[Collected data]
__________

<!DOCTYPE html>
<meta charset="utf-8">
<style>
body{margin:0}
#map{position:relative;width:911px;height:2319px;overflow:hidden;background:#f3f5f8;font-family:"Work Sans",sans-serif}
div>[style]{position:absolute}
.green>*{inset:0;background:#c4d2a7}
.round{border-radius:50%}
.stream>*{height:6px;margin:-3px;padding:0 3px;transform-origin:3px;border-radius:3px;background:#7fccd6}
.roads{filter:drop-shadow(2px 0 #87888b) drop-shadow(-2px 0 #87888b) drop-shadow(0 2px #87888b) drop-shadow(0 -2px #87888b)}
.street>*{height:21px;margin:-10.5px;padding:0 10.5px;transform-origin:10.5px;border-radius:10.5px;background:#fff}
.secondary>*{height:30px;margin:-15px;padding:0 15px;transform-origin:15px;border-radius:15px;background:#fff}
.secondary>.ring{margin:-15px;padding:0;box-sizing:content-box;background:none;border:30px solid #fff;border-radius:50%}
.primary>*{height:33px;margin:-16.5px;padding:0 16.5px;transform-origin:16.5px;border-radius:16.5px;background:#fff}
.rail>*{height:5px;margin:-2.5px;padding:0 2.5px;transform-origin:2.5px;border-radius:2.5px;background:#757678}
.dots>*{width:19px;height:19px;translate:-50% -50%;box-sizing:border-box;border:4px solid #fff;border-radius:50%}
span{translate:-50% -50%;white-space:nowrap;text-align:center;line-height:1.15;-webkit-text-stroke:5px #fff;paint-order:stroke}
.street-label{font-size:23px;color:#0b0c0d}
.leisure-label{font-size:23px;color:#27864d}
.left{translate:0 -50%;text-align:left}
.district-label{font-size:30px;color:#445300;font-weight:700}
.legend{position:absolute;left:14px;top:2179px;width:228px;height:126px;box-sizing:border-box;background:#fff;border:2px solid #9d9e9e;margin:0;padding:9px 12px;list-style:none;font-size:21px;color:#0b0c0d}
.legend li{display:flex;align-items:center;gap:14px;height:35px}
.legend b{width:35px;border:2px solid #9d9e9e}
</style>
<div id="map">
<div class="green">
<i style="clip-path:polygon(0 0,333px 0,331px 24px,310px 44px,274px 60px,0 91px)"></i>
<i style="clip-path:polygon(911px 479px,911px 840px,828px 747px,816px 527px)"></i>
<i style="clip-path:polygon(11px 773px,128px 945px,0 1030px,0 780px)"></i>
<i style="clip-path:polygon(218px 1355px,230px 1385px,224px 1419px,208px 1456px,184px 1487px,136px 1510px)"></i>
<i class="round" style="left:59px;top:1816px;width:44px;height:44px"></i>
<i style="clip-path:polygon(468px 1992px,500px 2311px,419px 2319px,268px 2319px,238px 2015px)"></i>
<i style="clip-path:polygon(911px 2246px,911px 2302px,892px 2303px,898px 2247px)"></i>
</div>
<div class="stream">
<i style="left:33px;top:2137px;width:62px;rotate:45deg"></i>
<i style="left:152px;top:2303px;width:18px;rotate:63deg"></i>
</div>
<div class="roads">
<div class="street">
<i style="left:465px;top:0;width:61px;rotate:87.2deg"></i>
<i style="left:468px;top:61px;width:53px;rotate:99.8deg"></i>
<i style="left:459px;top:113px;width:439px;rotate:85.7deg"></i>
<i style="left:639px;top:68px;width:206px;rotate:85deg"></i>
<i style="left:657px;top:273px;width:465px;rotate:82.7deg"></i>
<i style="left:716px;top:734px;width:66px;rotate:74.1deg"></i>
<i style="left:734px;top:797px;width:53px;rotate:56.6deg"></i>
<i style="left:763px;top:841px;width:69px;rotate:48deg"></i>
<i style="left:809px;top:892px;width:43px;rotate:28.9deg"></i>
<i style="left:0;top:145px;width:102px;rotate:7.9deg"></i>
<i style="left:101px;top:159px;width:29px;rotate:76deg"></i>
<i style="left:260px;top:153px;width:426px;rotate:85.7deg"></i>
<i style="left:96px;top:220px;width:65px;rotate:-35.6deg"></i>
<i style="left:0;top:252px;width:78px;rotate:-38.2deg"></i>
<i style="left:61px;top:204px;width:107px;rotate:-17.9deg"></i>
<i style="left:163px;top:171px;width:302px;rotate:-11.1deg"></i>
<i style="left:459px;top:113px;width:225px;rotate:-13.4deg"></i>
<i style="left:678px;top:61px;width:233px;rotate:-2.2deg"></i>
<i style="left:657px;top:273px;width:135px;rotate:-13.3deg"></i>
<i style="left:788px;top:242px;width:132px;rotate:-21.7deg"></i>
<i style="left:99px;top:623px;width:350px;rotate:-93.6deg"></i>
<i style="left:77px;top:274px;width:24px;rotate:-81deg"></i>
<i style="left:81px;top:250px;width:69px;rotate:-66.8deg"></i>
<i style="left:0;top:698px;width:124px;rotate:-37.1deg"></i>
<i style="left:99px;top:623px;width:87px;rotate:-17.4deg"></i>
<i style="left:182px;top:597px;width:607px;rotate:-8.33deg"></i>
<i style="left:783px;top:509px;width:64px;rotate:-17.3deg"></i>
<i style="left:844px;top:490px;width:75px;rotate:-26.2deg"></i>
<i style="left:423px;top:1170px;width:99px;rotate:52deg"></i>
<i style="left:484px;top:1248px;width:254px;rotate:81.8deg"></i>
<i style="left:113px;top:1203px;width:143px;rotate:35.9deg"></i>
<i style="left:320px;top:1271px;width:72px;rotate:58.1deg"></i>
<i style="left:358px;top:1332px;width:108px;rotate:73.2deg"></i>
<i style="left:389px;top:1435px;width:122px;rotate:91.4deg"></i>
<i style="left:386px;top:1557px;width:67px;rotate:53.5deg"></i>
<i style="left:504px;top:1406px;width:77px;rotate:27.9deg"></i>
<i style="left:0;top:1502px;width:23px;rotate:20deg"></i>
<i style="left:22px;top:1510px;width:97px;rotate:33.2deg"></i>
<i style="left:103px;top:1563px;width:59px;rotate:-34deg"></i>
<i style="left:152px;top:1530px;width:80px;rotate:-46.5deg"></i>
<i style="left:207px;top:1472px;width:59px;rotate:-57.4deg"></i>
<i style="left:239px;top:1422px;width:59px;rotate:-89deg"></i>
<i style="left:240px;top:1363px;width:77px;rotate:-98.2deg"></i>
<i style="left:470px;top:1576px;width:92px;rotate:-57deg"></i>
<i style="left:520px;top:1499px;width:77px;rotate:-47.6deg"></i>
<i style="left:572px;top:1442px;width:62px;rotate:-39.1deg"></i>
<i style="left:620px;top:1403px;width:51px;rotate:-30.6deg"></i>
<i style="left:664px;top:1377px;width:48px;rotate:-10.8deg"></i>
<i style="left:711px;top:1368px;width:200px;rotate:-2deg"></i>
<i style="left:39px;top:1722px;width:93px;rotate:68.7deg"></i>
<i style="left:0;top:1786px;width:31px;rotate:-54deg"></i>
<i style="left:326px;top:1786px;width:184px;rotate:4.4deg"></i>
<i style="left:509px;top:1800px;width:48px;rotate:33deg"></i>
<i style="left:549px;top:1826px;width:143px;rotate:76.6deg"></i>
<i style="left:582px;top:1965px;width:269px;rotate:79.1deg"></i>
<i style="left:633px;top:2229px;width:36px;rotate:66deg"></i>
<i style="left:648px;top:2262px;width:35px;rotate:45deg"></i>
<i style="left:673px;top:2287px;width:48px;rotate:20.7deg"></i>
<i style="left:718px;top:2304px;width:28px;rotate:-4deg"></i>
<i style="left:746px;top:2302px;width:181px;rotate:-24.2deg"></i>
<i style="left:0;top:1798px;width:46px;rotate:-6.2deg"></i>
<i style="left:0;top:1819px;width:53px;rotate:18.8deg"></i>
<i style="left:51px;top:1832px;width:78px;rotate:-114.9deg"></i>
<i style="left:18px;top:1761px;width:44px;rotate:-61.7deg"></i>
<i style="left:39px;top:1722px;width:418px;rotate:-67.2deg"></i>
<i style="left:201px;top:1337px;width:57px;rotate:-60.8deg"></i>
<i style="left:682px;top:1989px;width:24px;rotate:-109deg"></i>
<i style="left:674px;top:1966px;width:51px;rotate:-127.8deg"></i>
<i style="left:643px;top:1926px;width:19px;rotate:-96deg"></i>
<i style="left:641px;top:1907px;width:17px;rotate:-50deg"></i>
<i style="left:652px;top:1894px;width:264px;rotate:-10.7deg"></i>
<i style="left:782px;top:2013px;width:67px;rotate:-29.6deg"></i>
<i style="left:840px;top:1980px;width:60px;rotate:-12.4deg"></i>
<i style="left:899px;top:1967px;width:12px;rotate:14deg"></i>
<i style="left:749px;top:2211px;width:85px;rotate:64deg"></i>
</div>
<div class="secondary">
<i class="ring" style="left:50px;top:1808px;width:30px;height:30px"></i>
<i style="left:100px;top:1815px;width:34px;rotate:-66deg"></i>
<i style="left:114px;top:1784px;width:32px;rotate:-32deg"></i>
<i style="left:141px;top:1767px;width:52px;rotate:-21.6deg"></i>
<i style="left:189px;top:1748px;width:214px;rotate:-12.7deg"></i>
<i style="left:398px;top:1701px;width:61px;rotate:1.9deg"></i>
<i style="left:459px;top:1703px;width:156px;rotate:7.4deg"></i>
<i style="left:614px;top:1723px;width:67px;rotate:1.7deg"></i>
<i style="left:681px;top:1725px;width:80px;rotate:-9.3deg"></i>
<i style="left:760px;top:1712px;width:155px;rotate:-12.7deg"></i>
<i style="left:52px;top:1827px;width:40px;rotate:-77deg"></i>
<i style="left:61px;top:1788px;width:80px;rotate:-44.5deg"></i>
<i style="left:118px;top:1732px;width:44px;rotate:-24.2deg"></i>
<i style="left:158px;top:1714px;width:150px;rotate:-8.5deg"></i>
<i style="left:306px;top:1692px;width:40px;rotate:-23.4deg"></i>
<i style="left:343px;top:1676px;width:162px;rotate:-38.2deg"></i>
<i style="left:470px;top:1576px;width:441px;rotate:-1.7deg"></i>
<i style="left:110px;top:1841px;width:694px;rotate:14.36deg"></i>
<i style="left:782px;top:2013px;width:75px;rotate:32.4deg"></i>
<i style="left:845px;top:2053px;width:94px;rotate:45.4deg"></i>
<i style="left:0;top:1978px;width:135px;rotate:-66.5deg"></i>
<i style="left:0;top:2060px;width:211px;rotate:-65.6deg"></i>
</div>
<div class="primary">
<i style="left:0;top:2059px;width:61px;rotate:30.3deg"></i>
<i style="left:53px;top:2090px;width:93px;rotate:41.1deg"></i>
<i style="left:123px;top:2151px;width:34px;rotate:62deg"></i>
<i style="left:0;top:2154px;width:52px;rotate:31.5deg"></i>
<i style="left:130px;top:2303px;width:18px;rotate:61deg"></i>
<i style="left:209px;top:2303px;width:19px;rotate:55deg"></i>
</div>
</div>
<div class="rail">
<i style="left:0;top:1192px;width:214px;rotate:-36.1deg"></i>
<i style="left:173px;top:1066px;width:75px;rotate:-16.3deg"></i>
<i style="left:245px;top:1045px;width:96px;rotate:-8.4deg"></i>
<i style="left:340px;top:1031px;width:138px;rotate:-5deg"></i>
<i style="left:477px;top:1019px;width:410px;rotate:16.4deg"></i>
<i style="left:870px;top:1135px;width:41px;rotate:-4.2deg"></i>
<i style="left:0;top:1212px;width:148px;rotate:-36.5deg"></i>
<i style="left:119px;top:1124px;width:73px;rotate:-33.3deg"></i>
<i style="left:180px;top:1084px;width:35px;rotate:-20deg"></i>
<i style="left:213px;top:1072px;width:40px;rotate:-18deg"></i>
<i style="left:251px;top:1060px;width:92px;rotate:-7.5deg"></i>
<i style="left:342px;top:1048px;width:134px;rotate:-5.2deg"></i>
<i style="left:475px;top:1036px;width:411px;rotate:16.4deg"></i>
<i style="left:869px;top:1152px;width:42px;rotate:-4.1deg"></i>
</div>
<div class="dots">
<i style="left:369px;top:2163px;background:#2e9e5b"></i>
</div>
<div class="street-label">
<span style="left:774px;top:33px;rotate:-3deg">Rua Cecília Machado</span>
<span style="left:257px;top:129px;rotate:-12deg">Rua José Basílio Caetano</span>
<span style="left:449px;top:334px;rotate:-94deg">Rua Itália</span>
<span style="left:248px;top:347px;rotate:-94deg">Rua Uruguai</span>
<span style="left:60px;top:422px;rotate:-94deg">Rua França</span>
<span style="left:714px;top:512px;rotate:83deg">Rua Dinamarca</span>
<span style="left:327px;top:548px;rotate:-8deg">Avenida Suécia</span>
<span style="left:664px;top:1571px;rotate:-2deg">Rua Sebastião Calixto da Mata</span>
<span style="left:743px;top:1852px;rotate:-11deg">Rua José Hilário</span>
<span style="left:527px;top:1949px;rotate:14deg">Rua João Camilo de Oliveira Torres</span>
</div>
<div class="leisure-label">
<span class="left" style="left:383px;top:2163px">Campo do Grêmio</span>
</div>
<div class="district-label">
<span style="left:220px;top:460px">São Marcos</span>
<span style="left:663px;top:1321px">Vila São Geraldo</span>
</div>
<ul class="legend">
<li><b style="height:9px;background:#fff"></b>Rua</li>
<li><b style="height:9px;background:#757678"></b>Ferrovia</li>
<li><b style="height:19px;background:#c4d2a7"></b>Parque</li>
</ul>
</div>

__________

Problem to solve
Figure out how many lines of the data hold "stream", and answer with the number only.

Written solution
2